━━ Extracted data ━━
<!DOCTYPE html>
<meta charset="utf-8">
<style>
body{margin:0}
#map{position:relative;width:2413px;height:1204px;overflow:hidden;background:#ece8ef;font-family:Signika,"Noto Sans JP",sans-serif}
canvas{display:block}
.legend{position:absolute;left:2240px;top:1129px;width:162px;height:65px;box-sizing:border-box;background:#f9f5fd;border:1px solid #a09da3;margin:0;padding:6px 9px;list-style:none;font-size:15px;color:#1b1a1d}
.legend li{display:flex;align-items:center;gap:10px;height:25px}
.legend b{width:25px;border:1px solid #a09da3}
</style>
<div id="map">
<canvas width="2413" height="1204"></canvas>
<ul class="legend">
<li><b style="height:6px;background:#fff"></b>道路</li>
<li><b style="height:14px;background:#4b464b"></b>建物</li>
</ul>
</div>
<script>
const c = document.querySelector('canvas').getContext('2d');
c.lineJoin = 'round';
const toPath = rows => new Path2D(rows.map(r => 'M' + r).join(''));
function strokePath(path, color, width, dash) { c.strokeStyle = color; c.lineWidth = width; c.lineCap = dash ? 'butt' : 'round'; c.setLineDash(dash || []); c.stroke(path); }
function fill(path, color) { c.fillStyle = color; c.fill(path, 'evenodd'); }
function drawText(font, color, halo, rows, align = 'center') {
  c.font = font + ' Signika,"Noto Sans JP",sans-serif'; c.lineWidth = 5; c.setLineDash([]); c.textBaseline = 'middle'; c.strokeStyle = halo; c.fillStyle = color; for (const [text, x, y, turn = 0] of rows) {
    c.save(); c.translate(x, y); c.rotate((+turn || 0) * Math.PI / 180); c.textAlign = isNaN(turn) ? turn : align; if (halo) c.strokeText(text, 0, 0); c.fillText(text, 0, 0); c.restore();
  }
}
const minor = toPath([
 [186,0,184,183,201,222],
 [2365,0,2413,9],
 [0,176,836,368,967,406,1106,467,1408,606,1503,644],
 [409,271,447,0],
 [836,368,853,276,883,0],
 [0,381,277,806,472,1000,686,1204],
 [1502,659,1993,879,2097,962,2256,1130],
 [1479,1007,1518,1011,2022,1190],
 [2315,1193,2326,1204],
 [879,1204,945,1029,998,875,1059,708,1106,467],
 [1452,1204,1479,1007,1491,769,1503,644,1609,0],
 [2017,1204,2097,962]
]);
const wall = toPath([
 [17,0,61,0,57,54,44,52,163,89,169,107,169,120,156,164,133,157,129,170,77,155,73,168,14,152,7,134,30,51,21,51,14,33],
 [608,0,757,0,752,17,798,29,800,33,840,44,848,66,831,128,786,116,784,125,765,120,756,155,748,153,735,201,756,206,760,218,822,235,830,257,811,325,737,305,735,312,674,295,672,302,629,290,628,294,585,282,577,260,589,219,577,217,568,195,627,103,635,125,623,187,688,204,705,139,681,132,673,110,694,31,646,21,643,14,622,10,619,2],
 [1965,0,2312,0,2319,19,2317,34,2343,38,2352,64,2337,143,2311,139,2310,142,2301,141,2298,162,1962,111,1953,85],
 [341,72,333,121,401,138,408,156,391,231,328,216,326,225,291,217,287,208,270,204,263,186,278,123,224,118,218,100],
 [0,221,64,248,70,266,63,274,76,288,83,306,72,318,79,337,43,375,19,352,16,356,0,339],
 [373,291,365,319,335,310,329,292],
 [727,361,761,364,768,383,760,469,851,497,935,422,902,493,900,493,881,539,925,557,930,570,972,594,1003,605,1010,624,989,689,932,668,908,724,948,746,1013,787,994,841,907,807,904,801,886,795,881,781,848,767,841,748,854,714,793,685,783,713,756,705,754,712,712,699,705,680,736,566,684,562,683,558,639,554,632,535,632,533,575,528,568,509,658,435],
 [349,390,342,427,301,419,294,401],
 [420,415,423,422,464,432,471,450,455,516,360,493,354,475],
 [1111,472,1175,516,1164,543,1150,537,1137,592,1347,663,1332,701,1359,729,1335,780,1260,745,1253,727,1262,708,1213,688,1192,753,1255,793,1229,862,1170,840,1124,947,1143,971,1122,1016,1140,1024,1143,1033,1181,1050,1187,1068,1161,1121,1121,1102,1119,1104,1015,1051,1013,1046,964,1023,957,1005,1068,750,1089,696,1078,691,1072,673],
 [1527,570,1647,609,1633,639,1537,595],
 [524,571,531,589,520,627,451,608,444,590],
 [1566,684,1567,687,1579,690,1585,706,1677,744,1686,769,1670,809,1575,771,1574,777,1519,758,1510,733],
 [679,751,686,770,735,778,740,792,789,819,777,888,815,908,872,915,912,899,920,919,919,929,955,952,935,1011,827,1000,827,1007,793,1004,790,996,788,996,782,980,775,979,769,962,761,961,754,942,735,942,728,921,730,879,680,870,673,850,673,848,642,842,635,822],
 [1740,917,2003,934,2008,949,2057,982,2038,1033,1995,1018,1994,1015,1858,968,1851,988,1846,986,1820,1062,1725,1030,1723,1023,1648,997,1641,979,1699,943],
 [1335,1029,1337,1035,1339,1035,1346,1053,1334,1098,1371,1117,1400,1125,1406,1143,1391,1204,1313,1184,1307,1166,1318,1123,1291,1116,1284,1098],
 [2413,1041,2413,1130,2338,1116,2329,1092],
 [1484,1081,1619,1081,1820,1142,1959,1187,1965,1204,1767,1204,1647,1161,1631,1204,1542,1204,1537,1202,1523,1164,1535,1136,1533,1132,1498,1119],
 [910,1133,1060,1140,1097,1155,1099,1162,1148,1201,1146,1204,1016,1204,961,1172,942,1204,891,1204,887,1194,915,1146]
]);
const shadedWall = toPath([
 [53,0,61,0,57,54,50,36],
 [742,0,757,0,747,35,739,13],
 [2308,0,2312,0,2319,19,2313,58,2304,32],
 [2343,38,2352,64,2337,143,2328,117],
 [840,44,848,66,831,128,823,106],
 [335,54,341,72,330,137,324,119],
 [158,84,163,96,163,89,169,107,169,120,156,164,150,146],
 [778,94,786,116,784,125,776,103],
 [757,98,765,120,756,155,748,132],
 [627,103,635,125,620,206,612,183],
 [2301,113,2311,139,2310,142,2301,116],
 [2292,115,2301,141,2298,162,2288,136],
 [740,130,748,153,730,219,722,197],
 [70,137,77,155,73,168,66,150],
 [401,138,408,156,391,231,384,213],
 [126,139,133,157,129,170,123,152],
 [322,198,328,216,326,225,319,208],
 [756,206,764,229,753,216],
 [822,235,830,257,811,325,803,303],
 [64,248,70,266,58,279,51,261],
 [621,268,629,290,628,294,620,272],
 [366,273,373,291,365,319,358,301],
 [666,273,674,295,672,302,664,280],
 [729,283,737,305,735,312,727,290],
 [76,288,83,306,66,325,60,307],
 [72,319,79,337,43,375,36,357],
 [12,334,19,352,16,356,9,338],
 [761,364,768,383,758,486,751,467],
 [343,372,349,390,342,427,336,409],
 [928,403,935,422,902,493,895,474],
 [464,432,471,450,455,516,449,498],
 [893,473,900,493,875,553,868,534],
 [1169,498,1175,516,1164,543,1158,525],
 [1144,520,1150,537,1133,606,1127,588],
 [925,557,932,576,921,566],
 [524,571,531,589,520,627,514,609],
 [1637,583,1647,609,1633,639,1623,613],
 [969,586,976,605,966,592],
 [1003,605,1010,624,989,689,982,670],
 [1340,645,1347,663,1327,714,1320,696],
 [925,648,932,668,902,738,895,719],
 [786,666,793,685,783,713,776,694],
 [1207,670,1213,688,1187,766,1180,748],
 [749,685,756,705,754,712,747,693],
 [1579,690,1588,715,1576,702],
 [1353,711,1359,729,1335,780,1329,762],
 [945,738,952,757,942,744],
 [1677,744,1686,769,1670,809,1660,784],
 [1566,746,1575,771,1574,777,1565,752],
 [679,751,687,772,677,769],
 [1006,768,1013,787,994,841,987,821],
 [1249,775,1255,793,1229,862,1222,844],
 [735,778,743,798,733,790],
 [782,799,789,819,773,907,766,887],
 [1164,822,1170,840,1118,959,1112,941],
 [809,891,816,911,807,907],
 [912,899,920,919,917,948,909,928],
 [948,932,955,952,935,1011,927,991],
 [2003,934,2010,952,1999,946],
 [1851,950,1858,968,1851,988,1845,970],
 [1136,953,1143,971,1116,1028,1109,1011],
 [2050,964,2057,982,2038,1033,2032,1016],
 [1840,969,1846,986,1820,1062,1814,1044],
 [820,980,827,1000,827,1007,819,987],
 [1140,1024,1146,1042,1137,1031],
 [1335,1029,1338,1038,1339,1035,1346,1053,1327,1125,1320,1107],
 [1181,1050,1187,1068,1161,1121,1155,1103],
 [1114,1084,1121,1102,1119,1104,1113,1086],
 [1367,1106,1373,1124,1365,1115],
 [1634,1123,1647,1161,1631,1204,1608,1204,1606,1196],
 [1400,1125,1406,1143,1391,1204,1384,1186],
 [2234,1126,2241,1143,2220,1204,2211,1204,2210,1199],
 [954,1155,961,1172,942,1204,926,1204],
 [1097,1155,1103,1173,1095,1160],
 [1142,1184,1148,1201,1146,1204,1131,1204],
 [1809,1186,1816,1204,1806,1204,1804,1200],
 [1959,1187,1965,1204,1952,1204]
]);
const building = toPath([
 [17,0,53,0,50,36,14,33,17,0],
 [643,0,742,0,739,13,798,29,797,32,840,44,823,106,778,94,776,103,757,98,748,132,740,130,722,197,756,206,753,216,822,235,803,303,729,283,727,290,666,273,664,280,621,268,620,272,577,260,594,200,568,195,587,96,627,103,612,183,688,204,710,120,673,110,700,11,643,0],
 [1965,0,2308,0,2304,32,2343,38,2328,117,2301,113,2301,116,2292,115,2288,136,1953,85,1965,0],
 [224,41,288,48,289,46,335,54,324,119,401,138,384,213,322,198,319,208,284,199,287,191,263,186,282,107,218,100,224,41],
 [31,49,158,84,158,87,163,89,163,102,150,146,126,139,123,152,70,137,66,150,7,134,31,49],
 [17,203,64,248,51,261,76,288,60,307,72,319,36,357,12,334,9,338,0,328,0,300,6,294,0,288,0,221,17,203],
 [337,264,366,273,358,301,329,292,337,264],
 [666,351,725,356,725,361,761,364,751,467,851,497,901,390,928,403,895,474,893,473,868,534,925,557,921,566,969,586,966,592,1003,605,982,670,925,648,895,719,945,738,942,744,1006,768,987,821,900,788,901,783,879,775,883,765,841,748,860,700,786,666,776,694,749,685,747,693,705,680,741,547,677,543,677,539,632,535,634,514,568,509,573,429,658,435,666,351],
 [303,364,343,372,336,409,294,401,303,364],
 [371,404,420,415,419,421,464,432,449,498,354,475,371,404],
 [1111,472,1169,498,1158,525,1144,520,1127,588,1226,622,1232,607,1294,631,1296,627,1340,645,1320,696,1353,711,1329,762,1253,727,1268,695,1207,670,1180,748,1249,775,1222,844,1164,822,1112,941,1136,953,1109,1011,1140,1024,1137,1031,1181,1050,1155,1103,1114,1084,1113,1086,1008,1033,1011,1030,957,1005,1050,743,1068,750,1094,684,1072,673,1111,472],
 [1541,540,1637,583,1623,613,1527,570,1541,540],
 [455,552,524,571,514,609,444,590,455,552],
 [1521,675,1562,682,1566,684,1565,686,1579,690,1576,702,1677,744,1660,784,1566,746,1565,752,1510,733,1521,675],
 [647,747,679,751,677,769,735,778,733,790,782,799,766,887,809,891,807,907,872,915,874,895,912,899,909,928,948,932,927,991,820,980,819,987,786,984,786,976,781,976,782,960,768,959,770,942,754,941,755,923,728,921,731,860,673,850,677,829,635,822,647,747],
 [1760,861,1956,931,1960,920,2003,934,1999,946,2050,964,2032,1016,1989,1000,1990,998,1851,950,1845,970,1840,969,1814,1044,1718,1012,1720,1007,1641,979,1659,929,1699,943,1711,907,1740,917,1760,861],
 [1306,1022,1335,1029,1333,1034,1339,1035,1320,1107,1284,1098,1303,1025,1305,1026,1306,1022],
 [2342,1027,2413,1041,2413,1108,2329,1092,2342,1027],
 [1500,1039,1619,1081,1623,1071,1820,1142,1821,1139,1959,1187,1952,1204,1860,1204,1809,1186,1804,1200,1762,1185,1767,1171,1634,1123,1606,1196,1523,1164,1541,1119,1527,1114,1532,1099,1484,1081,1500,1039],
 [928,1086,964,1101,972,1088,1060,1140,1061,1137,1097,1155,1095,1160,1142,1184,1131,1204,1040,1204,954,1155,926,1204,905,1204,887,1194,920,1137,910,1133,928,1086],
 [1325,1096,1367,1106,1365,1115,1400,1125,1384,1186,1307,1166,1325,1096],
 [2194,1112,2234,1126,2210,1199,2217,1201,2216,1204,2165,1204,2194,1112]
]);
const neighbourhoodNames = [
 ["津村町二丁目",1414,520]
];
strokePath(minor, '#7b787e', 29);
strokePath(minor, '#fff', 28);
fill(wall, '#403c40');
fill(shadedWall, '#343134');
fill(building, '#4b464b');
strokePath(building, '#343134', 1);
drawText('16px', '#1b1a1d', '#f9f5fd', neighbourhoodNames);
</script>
━━━
* [Required work]
Filter the records, keeping only lines that contain "strokeStyle", and show those lines.

* [Answer box]
function strokePath(path, color, width, dash) { c.strokeStyle = color; c.lineWidth = width; c.lineCap = dash ? 'butt' : 'round'; c.setLineDash(dash || []); c.stroke(path); }
  c.font = font + ' Signika,"Noto Sans JP",sans-serif'; c.lineWidth = 5; c.setLineDash([]); c.textBaseline = 'middle'; c.strokeStyle = halo; c.fillStyle = color; for (const [text, x, y, turn = 0] of rows) {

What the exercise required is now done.